The full data, repeated exactly, is the only answer needed.

» **Given data**:
╔══
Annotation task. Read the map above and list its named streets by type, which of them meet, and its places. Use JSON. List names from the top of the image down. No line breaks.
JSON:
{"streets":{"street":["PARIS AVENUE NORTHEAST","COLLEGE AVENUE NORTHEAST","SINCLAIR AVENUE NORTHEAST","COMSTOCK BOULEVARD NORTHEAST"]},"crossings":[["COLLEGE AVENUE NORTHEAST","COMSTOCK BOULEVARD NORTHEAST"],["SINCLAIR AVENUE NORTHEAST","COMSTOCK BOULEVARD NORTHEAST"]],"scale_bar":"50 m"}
╚══
» **Written answer**:
Annotation task. Read the map above and list its named streets by type, which of them meet, and its places. Use JSON. List names from the top of the image down. No line breaks.
JSON:
{"streets":{"street":["PARIS AVENUE NORTHEAST","COLLEGE AVENUE NORTHEAST","SINCLAIR AVENUE NORTHEAST","COMSTOCK BOULEVARD NORTHEAST"]},"crossings":[["COLLEGE AVENUE NORTHEAST","COMSTOCK BOULEVARD NORTHEAST"],["SINCLAIR AVENUE NORTHEAST","COMSTOCK BOULEVARD NORTHEAST"]],"scale_bar":"50 m"}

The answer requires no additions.